What you return must be exactly the lines from the beginning of the material through the line containing "Localize all text", both included, and no pictures.

--------

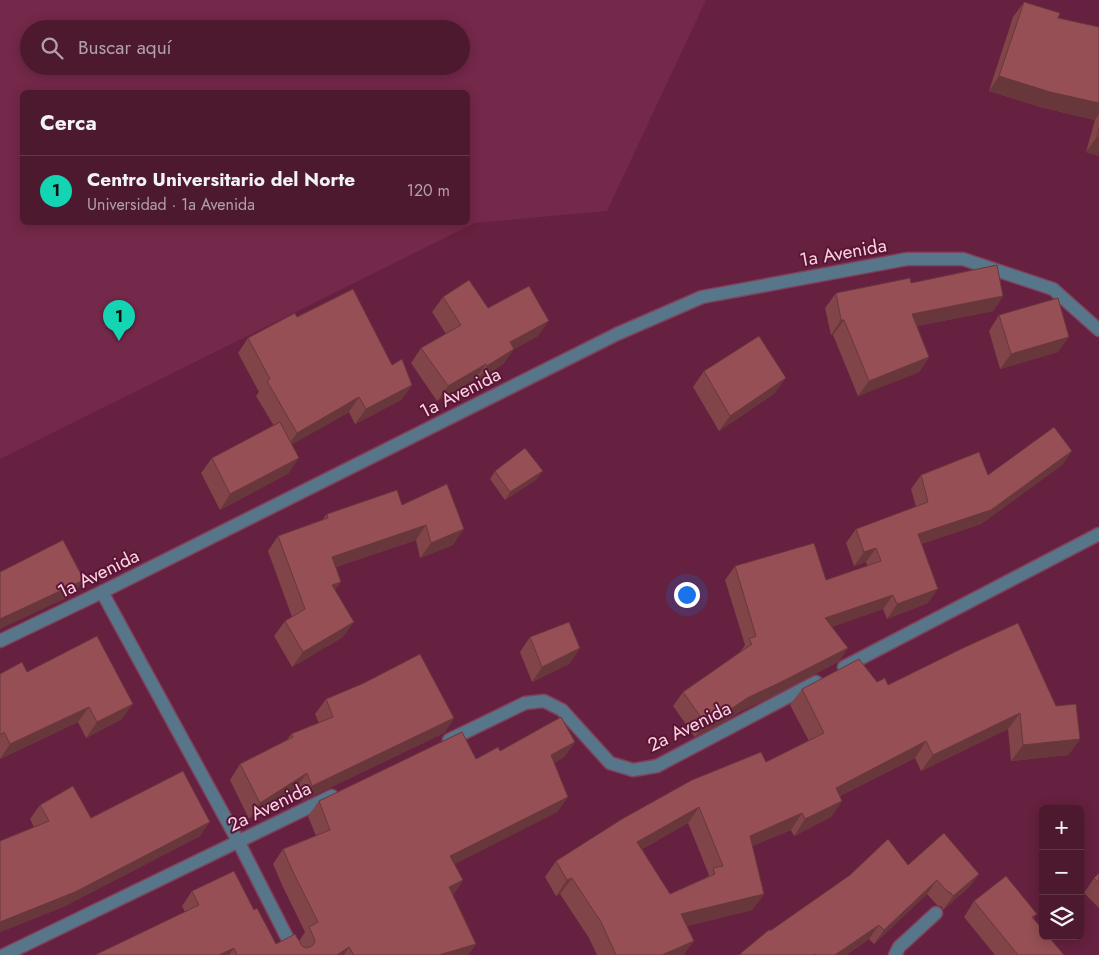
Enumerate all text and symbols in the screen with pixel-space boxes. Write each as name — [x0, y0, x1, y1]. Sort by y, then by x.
search box — [20, 20, 470, 75]
icon: search — [38, 34, 66, 62]
text: Buscar aquí — [78, 34, 172, 61]
text: Cerca — [40, 108, 97, 138]
text: Centro Universitario del Norte — [87, 166, 355, 193]
text: 1 — [52, 179, 60, 202]
text: 120 m — [407, 179, 450, 202]
text: Universidad · 1a Avenida — [87, 193, 255, 216]
street label: 1a Avenida — [798, 232, 889, 273]
pin: 1 — [103, 300, 135, 341]
street label: 1a Avenida — [415, 361, 505, 424]
street label: 1a Avenida — [53, 542, 144, 605]
your location — [674, 582, 700, 608]
street label: 2a Avenida — [643, 695, 736, 758]
street label: 2a Avenida — [223, 775, 316, 838]
map controls — [1039, 805, 1084, 940]
button: + — [1039, 805, 1084, 850]
button: − — [1039, 850, 1084, 895]
button: layers — [1039, 895, 1084, 940]

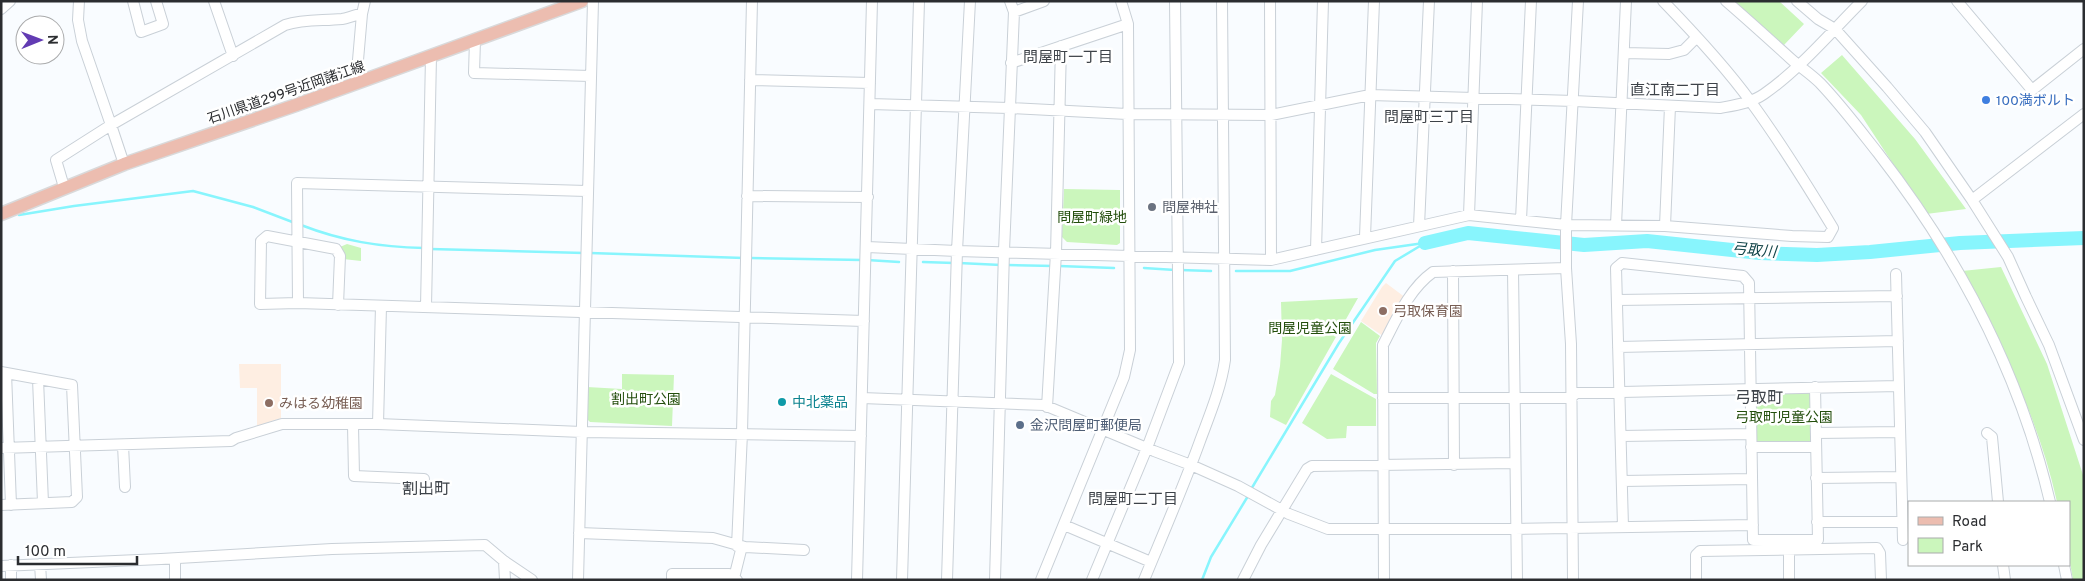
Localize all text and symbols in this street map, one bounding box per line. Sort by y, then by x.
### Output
north arrow [15,15,65,65]
text: N [43,35,60,45]
district label: 問屋町一丁目 [1023,49,1113,68]
street label: 石川県道299号近岡諸江線 [206,58,367,128]
district label: 直江南二丁目 [1630,81,1720,101]
place label: 100満ボルト [1996,93,2075,110]
marker: 100満ボルト [1980,94,1992,106]
district label: 問屋町三丁目 [1384,109,1474,128]
place label: 問屋神社 [1162,200,1218,217]
marker: 問屋神社 [1146,201,1158,213]
park label: 問屋町緑地 [1057,210,1127,227]
water label: 弓取川 [1731,240,1779,263]
place label: 弓取保育園 [1393,304,1463,321]
marker: 弓取保育園 [1377,305,1389,317]
park label: 問屋児童公園 [1268,321,1352,338]
district label: 弓取町 [1735,389,1783,409]
park label: 割出町公園 [611,392,681,409]
place label: 中北薬品 [792,394,848,412]
place label: みはる幼稚園 [279,396,363,413]
marker: 中北薬品 [776,396,788,408]
marker: みはる幼稚園 [263,397,275,409]
park label: 弓取町児童公園 [1735,410,1833,427]
place label: 金沢問屋町郵便局 [1030,418,1142,435]
marker: 金沢問屋町郵便局 [1014,419,1026,431]
district label: 割出町 [402,480,450,500]
district label: 問屋町二丁目 [1088,491,1178,510]
legend [1908,501,2070,566]
text: Road [1952,513,1987,532]
scale bar [18,534,136,566]
text: Park [1952,538,1983,557]
text: 100 m [25,543,66,562]

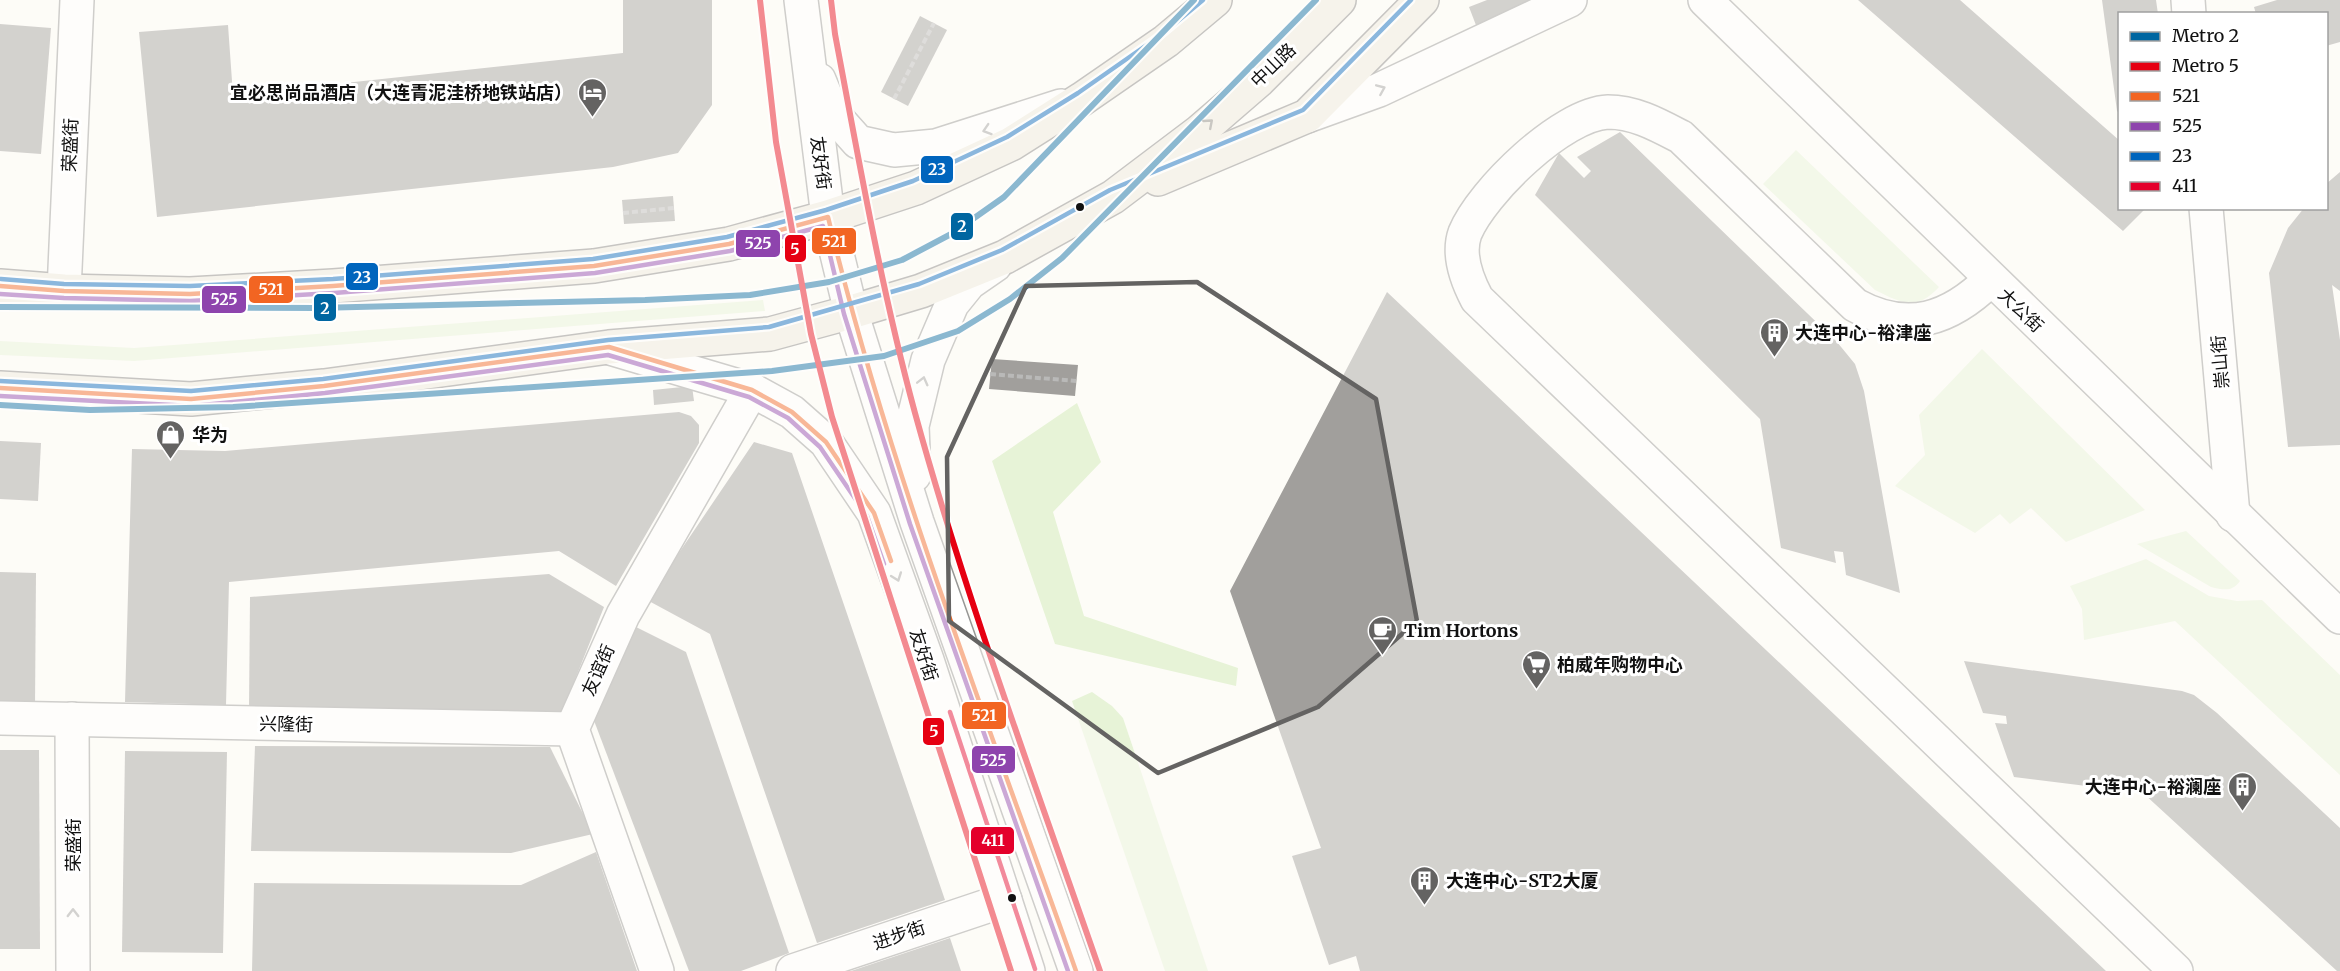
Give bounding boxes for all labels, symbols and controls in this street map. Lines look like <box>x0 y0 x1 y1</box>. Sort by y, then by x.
legend <box>2118 12 2328 210</box>
text: Metro 2 <box>2172 24 2239 47</box>
street label: 中山路 <box>1246 38 1300 92</box>
text: Metro 5 <box>2172 54 2239 77</box>
hotel icon: 宜必思尚品酒店（大连青泥洼桥地铁站店） <box>577 76 609 118</box>
place label: 宜必思尚品酒店（大连青泥洼桥地铁站店） <box>230 81 572 104</box>
one-way arrow <box>1375 84 1386 96</box>
text: 521 <box>2172 84 2200 107</box>
text: 525 <box>2172 114 2202 137</box>
street label: 荣盛街 <box>58 118 82 172</box>
one-way arrow <box>1202 120 1213 131</box>
one-way arrow <box>982 123 993 135</box>
street label: 友好街 <box>806 135 836 191</box>
text: 23 <box>2172 144 2192 167</box>
line badge: 23 <box>920 155 954 184</box>
text: 23 <box>928 159 946 179</box>
text: 411 <box>2172 174 2198 197</box>
unlabelled marker <box>1074 201 1086 213</box>
line badge: 2 <box>950 212 974 241</box>
text: 2 <box>957 216 967 236</box>
line badge: 521 <box>811 227 857 255</box>
line badge: 525 <box>735 229 781 258</box>
text: 521 <box>821 231 847 251</box>
text: 525 <box>744 233 772 253</box>
line badge: 5 <box>784 234 807 263</box>
text: 5 <box>790 239 800 259</box>
line badge: 23 <box>345 262 379 291</box>
text: 23 <box>353 267 371 287</box>
line badge: 521 <box>248 275 294 304</box>
text: 521 <box>258 279 284 299</box>
street label: 大公街 <box>1994 283 2048 337</box>
line badge: 525 <box>201 285 247 314</box>
text: 525 <box>210 289 238 309</box>
line badge: 2 <box>313 293 337 322</box>
text: 2 <box>320 298 330 318</box>
building icon: 大连中心-裕津座 <box>1758 316 1790 358</box>
place label: 大连中心-裕津座 <box>1795 321 1931 344</box>
street label: 崇山街 <box>2206 334 2234 390</box>
one-way arrow <box>916 376 928 387</box>
shop icon: 华为 <box>155 418 187 460</box>
place label: 华为 <box>192 423 228 446</box>
one-way arrow <box>890 571 903 582</box>
cafe icon: Tim Hortons <box>1367 614 1399 656</box>
place label: Tim Hortons <box>1404 619 1518 642</box>
street label: 友好街 <box>905 626 943 684</box>
street label: 友谊街 <box>577 641 619 699</box>
supermarket icon: 柏威年购物中心 <box>1520 648 1552 690</box>
place label: 柏威年购物中心 <box>1557 653 1683 676</box>
line badge: 521 <box>961 701 1007 730</box>
text: 521 <box>971 705 997 725</box>
street label: 兴隆街 <box>259 712 313 736</box>
line badge: 5 <box>922 717 945 746</box>
text: 5 <box>929 721 939 741</box>
line badge: 525 <box>971 745 1016 774</box>
text: 525 <box>979 750 1007 770</box>
building icon: 大连中心-裕澜座 <box>2226 770 2258 812</box>
place label: 大连中心-裕澜座 <box>2085 775 2221 798</box>
street label: 荣盛街 <box>62 818 85 872</box>
line badge: 411 <box>970 826 1015 855</box>
text: 411 <box>981 830 1005 850</box>
building icon: 大连中心-ST2大厦 <box>1409 864 1441 906</box>
place label: 大连中心-ST2大厦 <box>1446 869 1599 892</box>
unlabelled marker <box>1006 892 1018 904</box>
one-way arrow <box>67 908 79 917</box>
street label: 进步街 <box>870 915 928 955</box>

--------

## Answer box
Enumerate all text and symbols in the screen with pixel-space boxes. Write each as name — [x0, y0, x1, y1]. Sort by y, then by x.
search box — [20, 20, 470, 75]
icon: search — [38, 34, 66, 62]
text: Buscar aquí — [78, 34, 172, 61]
text: Cerca — [40, 108, 97, 138]
text: Centro Universitario del Norte — [87, 166, 355, 193]
text: 1 — [52, 179, 60, 202]
text: 120 m — [407, 179, 450, 202]
text: Universidad · 1a Avenida — [87, 193, 255, 216]
street label: 1a Avenida — [798, 232, 889, 273]
pin: 1 — [103, 300, 135, 341]
street label: 1a Avenida — [415, 361, 505, 424]
street label: 1a Avenida — [53, 542, 144, 605]
your location — [674, 582, 700, 608]
street label: 2a Avenida — [643, 695, 736, 758]
street label: 2a Avenida — [223, 775, 316, 838]
map controls — [1039, 805, 1084, 940]
button: + — [1039, 805, 1084, 850]
button: − — [1039, 850, 1084, 895]
button: layers — [1039, 895, 1084, 940]

Localize all text and symbols in this street map, one bounding box per line. Sort by y, then by x.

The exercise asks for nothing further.